THE TASK: Scan the listing below for the word "sans" and copy every line where it occurs.

INFORMATION GIVEN:
--

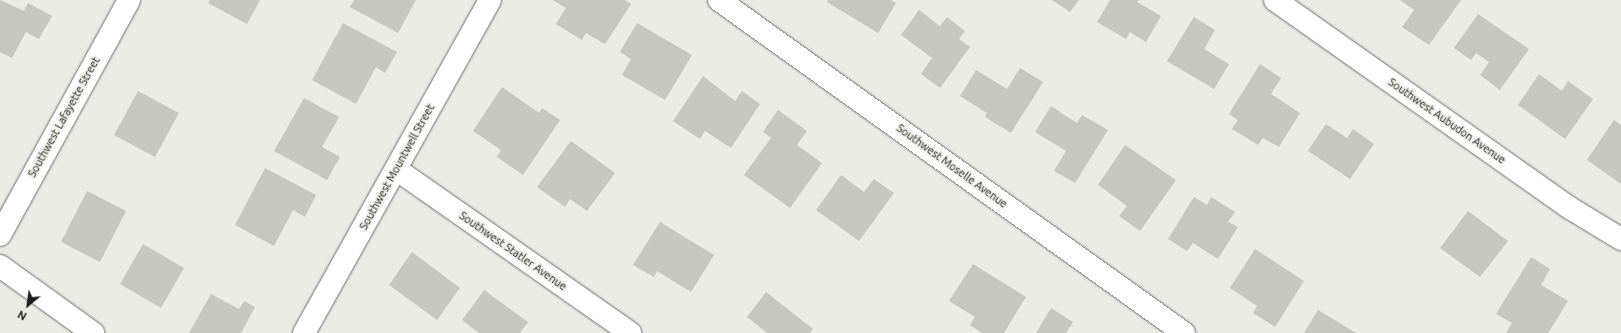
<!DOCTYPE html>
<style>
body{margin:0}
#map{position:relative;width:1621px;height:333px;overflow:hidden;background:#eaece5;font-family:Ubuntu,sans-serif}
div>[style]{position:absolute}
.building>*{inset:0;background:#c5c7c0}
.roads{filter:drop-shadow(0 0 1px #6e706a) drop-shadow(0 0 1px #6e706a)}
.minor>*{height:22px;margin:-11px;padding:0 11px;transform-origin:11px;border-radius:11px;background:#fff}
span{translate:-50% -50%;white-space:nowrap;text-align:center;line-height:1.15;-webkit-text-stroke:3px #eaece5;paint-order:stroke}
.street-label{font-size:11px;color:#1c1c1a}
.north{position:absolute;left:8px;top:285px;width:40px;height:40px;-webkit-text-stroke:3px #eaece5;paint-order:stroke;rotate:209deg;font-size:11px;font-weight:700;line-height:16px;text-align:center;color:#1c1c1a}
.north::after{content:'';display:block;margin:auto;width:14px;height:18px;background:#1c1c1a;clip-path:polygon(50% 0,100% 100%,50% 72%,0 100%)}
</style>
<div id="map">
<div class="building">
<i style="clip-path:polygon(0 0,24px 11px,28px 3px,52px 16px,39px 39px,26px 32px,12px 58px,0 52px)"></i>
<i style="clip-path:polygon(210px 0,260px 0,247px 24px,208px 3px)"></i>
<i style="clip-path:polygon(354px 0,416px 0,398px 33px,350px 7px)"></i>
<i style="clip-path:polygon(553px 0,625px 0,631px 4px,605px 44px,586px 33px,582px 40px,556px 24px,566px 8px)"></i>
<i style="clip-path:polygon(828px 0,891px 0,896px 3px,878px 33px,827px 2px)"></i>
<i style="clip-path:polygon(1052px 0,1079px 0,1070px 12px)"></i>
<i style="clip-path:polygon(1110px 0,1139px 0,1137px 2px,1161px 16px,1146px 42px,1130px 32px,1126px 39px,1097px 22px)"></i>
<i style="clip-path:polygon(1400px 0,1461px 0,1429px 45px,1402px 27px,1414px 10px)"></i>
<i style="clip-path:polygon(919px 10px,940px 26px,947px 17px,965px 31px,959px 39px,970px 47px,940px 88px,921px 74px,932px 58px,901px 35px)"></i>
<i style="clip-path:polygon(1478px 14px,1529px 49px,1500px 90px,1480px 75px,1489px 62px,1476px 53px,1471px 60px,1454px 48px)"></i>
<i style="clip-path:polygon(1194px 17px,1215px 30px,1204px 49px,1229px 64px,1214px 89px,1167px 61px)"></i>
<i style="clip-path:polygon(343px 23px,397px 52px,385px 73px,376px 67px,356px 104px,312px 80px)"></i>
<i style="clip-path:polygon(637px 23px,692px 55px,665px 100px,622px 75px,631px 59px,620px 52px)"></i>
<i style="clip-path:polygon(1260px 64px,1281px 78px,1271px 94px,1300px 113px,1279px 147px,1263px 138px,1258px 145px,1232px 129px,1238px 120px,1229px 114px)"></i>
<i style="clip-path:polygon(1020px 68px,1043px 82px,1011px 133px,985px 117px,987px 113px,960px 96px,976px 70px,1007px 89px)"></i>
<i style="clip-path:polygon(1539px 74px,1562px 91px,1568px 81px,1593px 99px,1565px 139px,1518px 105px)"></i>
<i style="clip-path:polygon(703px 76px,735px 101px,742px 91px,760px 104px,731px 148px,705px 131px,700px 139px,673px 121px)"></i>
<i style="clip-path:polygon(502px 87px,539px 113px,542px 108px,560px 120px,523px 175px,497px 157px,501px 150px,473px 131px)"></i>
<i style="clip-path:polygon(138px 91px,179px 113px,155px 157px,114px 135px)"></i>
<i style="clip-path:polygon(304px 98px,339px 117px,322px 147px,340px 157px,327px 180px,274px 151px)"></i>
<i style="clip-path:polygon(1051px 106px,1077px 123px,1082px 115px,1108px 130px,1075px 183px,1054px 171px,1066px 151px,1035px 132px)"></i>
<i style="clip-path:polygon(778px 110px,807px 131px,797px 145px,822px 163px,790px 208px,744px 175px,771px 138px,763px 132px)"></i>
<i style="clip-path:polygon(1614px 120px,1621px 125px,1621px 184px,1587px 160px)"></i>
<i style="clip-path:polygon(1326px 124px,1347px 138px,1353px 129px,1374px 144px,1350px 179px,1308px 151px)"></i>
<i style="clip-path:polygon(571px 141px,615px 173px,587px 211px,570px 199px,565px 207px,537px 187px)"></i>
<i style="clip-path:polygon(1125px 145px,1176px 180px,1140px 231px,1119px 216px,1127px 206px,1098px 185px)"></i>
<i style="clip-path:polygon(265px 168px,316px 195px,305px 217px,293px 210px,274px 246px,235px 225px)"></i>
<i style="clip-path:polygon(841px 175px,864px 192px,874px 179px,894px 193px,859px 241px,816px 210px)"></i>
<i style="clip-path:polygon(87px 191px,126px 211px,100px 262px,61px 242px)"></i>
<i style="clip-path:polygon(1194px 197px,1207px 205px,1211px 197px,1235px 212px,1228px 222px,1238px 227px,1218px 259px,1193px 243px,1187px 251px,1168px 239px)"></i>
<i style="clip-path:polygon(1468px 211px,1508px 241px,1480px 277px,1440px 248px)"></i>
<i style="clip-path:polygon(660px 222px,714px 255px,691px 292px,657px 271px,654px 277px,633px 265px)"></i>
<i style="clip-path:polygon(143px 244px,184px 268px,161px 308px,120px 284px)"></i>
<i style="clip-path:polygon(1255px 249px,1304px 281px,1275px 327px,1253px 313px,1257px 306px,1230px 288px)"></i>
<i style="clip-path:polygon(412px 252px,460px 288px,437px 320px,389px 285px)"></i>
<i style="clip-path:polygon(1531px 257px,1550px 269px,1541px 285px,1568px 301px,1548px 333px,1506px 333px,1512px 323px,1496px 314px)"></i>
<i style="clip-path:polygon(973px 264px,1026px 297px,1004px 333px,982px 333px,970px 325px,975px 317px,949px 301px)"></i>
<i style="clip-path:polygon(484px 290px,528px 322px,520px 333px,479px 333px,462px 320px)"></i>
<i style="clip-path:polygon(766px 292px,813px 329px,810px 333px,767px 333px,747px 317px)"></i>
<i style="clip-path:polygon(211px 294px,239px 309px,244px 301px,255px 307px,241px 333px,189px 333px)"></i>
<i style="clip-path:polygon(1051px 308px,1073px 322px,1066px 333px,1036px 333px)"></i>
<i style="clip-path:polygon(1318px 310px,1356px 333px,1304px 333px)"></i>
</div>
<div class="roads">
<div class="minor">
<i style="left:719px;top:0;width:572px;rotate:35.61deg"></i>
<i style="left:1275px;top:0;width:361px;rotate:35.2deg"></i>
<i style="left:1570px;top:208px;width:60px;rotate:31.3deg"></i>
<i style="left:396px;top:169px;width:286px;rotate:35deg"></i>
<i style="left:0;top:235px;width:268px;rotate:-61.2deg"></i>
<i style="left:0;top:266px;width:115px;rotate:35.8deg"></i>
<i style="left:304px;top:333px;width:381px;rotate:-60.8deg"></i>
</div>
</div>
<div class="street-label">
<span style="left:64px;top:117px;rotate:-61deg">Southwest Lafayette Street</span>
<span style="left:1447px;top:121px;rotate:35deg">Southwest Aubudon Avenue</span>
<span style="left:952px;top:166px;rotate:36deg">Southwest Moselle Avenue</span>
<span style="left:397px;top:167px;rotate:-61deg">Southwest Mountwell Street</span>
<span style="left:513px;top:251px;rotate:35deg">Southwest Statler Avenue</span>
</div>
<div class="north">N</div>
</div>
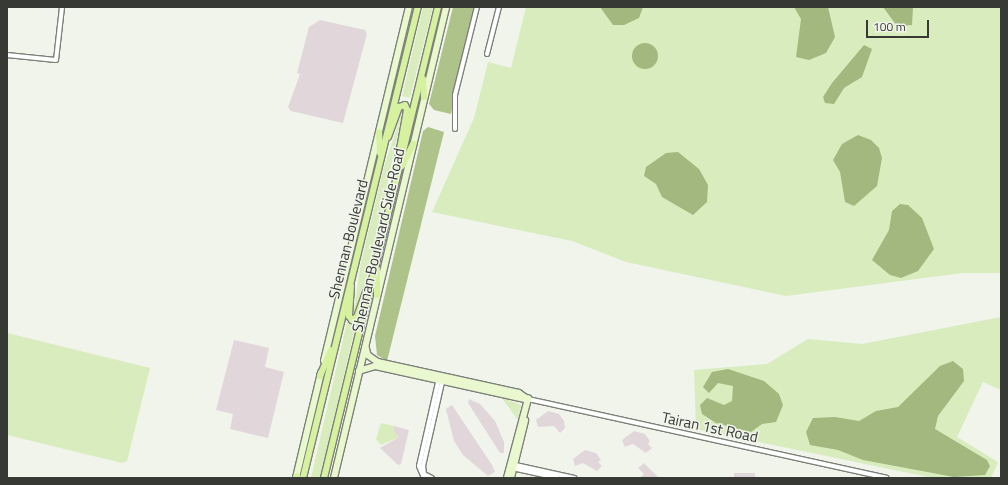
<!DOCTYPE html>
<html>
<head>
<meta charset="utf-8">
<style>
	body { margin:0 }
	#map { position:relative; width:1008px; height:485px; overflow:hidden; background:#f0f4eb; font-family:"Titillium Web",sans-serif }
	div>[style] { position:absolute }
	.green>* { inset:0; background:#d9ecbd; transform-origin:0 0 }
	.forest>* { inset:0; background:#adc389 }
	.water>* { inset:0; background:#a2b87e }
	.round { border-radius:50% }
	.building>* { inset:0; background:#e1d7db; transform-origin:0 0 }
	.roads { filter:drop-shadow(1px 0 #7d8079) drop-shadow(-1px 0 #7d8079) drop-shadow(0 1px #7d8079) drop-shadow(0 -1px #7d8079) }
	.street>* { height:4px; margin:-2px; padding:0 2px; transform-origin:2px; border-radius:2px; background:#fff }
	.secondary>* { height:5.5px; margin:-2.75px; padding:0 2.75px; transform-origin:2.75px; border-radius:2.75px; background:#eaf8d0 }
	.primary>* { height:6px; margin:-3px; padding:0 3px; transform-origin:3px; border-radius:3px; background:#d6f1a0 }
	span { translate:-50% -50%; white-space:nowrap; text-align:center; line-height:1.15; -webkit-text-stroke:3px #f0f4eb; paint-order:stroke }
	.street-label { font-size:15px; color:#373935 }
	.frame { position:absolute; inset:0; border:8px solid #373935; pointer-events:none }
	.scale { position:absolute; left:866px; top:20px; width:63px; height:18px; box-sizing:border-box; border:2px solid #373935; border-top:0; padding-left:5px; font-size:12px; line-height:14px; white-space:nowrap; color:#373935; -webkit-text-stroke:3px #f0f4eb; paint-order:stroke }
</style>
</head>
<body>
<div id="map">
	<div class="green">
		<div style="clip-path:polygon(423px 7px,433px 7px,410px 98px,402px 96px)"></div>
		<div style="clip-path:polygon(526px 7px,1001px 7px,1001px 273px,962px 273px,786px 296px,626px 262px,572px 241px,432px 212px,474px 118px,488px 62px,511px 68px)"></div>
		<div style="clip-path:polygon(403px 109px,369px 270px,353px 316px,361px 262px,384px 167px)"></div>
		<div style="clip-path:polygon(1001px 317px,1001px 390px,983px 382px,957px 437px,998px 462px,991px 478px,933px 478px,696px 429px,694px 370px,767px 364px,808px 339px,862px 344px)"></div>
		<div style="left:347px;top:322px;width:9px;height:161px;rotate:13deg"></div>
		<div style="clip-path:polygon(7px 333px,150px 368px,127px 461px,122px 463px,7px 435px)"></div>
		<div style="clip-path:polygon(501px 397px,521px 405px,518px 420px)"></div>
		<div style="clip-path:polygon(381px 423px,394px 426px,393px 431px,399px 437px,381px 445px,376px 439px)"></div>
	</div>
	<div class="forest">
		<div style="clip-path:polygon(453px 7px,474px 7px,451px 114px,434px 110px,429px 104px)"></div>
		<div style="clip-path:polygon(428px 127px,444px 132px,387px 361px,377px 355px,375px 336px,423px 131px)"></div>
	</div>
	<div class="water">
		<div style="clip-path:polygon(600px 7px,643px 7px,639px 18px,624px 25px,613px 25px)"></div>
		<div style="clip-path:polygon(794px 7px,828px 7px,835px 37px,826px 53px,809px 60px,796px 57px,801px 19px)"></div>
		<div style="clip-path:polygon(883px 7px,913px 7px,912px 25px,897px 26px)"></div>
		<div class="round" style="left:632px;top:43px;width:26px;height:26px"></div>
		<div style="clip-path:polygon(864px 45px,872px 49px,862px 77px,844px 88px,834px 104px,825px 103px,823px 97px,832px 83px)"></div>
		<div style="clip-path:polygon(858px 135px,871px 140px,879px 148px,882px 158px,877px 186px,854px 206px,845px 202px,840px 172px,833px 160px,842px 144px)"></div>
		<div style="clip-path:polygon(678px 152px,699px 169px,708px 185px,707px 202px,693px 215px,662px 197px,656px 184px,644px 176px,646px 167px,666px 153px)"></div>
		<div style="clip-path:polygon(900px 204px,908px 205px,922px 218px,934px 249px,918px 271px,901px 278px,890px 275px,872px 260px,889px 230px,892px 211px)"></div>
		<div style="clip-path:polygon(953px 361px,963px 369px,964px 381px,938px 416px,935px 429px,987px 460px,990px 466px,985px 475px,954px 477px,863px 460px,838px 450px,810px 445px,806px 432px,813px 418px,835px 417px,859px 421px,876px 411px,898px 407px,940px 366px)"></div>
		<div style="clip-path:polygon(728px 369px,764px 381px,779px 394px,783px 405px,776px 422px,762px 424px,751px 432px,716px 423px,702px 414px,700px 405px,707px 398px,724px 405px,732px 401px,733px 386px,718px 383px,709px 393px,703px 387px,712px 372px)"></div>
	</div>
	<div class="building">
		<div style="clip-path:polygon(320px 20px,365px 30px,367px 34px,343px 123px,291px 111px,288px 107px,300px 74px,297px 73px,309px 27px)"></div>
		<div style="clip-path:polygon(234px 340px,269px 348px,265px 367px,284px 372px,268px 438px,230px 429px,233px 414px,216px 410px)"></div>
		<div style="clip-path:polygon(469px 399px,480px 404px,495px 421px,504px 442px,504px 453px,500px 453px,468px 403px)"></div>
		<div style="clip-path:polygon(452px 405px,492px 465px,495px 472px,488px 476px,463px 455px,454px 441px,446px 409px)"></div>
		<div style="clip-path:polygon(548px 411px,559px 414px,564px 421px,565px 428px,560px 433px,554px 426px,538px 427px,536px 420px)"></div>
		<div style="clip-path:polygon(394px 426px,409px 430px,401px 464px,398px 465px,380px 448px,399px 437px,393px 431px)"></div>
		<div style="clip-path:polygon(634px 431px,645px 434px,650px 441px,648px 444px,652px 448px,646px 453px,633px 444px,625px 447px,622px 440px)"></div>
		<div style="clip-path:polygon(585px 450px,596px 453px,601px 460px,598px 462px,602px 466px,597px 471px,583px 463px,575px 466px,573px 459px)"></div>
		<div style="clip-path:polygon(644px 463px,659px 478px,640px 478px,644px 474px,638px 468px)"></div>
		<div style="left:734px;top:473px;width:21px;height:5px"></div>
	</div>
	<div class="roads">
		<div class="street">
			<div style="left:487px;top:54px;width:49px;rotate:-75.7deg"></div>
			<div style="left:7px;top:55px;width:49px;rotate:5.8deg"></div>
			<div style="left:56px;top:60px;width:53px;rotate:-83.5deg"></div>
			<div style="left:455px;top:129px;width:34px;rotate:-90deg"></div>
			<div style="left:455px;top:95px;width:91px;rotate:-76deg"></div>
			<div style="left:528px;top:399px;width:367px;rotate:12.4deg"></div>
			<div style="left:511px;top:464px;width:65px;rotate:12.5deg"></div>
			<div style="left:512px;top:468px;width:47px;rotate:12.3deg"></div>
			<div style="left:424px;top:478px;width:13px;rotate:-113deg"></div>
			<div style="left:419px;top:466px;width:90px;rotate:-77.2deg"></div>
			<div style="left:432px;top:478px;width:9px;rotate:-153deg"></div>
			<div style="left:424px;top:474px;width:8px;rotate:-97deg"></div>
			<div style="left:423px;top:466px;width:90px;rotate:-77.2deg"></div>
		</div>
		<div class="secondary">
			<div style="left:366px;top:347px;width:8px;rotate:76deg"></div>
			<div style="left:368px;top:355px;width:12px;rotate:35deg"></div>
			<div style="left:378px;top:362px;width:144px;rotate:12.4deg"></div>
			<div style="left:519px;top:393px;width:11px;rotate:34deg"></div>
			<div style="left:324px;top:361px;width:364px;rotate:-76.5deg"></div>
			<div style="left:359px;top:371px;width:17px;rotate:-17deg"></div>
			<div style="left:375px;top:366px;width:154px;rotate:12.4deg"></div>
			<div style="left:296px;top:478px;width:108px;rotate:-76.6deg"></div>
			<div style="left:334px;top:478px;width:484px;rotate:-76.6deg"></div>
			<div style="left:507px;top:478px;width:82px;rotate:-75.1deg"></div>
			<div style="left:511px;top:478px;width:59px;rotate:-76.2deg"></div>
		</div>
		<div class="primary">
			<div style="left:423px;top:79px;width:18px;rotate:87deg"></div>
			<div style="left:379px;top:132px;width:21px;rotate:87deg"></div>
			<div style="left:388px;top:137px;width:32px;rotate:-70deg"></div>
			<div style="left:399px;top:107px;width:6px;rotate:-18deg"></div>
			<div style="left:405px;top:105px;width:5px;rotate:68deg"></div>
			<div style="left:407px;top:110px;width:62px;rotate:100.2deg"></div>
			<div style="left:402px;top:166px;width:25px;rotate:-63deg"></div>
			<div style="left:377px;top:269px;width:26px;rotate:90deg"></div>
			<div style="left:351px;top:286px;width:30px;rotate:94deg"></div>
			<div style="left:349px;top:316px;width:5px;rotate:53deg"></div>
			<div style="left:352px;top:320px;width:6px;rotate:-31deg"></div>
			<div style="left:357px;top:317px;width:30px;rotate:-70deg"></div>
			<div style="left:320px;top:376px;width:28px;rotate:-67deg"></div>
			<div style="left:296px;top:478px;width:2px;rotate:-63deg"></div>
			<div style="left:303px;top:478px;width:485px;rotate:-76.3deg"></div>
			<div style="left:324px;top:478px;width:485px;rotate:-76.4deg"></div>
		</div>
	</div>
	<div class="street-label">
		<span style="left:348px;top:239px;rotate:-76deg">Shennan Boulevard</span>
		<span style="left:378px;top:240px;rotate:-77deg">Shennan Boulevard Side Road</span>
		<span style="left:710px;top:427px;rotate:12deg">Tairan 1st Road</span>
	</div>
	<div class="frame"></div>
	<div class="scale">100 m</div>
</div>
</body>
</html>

--

ANSWER TO THE PROBLEM:
#map{position:relative;width:1621px;height:333px;overflow:hidden;background:#eaece5;font-family:Ubuntu,sans-serif}
	#map { position:relative; width:1008px; height:485px; overflow:hidden; background:#f0f4eb; font-family:"Titillium Web",sans-serif }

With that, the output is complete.